Sketches that Zdunich made during the many incarnations of the opera provided a great reference for Costume Designer Alex Kavanagh in creating the fantastical world of the film. From there she worked to create a world in the not-too-distant future. In her words, "we took a lot of interesting clothes from contemporary fashion and just how we styled them is what gives them a very different vibe from contemporary fashion."

One of the most interesting characters in the film in terms of wardrobe is the outrageous Amber Sweet. According to Kavanagh, "Amber Sweet is our most dynamic character because she is a chameleon by nature. Her obsession with her appearance is part of her character; she’s unfulfilled on the inside so she’s constantly trying to create this entire new Amber on the outside. We have about eight different costume changes for her and each time it’s a completely separate look: costume, hair, makeup, contact lenses, everything changes. Now Paris Hilton is playing Amber Sweet and, because we were working with a somewhat limited budget I talked to her on the phone before she came, and she said, ‘Don’t worry, I’ll bring stuff.’ She brought six suitcases full of stuff, and she’s got amazing clothes. She brought all her accessories and amazing jewelry. And she’s definitely a very stylish person. She knows what looks good on her and, and is willing to take some chances. A lot of the stuff she’s wearing in this film is stuff she wouldn’t be caught dead wearing in the street, but she went for it."

At the core of this entire project, however, is the music, which is born of many influences.  This rock opera boasts an entirely original soundtrack that blends equal parts Goth and punk rock to form an eerie and powerful musical narrative.  Creator Darren Smith explains, "The through line is kind of a Nine Inch Nails, industrial sound. It goes through jazz. It goes through classical, especially opera, because we really wanted to have a legitimate opera sound with the industrial NIN sound, butted together. You'll hear hip-hop, a lot of rock. What’s been fantastic about this movie experience is, in the recorded music created for the stage productions I play most, if not all of the instruments. But now, when we've brought it to the film, we’ve got all these amazing new musicians on board."

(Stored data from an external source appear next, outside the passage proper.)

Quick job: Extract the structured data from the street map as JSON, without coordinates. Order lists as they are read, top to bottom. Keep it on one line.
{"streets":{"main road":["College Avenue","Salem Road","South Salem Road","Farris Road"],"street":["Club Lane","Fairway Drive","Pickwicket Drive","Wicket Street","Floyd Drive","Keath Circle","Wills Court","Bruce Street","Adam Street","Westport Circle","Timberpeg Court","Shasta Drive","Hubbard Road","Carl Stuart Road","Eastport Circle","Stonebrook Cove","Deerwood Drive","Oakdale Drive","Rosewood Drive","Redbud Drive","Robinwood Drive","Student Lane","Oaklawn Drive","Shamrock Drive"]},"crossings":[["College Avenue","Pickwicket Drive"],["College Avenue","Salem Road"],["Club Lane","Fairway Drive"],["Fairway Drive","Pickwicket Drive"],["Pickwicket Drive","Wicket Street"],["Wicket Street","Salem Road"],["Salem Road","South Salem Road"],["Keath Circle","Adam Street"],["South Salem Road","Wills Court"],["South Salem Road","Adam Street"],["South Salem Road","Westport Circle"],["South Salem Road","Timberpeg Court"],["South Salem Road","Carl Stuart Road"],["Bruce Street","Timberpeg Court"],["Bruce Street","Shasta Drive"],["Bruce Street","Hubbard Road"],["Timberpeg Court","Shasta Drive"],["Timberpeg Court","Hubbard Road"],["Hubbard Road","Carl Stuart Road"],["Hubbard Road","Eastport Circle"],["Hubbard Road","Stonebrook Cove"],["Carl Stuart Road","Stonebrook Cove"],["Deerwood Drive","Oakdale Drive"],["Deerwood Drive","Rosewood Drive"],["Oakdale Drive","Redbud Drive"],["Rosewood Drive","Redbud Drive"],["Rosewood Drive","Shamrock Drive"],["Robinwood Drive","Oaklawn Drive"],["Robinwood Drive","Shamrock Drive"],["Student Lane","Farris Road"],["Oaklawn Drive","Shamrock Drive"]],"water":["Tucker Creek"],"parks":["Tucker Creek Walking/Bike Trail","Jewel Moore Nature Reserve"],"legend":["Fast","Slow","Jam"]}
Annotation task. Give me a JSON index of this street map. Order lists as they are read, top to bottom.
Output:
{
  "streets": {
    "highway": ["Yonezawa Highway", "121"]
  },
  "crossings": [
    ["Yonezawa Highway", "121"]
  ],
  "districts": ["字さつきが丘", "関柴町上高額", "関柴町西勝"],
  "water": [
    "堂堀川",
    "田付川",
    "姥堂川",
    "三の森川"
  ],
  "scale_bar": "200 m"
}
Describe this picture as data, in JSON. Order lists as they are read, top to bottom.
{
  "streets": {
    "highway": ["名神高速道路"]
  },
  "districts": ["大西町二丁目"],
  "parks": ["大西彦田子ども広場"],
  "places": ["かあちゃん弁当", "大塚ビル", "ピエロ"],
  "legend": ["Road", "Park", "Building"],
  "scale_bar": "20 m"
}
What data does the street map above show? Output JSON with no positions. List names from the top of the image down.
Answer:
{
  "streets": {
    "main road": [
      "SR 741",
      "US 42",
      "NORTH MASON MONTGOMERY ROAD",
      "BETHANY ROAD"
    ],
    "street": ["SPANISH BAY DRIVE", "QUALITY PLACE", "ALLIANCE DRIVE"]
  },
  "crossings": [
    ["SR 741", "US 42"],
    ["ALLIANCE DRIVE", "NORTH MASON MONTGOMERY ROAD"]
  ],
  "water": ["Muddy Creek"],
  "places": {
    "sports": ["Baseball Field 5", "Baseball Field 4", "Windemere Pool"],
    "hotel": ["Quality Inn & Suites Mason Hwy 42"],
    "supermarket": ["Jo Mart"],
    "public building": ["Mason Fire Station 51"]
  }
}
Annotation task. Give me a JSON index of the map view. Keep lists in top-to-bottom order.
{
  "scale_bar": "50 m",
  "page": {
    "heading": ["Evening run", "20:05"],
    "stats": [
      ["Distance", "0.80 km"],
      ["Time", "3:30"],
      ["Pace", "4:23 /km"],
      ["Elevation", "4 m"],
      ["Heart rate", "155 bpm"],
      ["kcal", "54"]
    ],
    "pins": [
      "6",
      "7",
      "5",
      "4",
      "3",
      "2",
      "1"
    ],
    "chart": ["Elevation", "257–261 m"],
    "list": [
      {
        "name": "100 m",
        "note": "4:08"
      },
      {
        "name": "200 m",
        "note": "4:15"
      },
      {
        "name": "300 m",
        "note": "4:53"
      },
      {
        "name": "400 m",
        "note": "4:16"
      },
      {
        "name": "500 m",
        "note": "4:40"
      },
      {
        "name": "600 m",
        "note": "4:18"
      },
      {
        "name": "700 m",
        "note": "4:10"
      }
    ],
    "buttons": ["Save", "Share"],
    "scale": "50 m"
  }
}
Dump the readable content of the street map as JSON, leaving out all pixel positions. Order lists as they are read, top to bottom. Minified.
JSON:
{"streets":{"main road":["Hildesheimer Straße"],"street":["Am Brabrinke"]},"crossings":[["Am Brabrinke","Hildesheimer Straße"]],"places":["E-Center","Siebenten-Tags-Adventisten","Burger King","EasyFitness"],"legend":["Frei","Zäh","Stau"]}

The musicians that formed this all-star line-up includes performances from Richard Patrick (Filter), Stephen Perkins (Jane's Addiction), Clown (Slipknot), Ray Luzier (Army of Anyone), Brian Young (David Lee Roth's band), Richard Fortus (Guns & Roses), Sonny Moore (From First to Last), David J (Bauhaus/Love & Rockets), Daniel Ash (Love & Rockets), Blasko (Ozzy Osborne), Tommy Clefetus (Rob Zombie's band), Melora Creager (Rasputina).  Also lending her voice to the soundtrack is the edgy pop star Poe.

Japanese musician and composer Yoshiki Haysahi (of the legendary rock band X-Japan) co-produced the music with Joe Bishara to create one of the most diverse soundtracks in movie history.

Says Smith, "At first I was thinking, ‘This is my thing. I don't know if I want to do that,’ but we have a great producer, Joe Bishara; we've got people who play with Guns and Roses, with Bauhaus, with Filter, Skinny Puppy, Nine Inch Nails. Plus, we've got Sarah Brightman, who plays Blind Mag the supposed great opera diva, and of course she is in real life. Paul Sorvino has a phenomenal voice too.  Even Paris Hilton who everyone will be blown away by.    All of the actors performed their own songs. The music is just phenomenal.  The whole production was a great experience."

Director Bousman invites fans to come experience REPO! THE GENETIC OPERA. "Forget the genre," implores Bousman. "Forget the music, forget the horror.  It’s an experience that you should have in a movie theatre with a group full of people. This is nothing like you’ve ever seen before. That’s the most exciting thing for me.  It’s brand new. It’s catchy, it’s cool, it’s hip, it’s edgy, it’s dark, it’s sexy. It’s everything and I think that there’s something in it for everyone."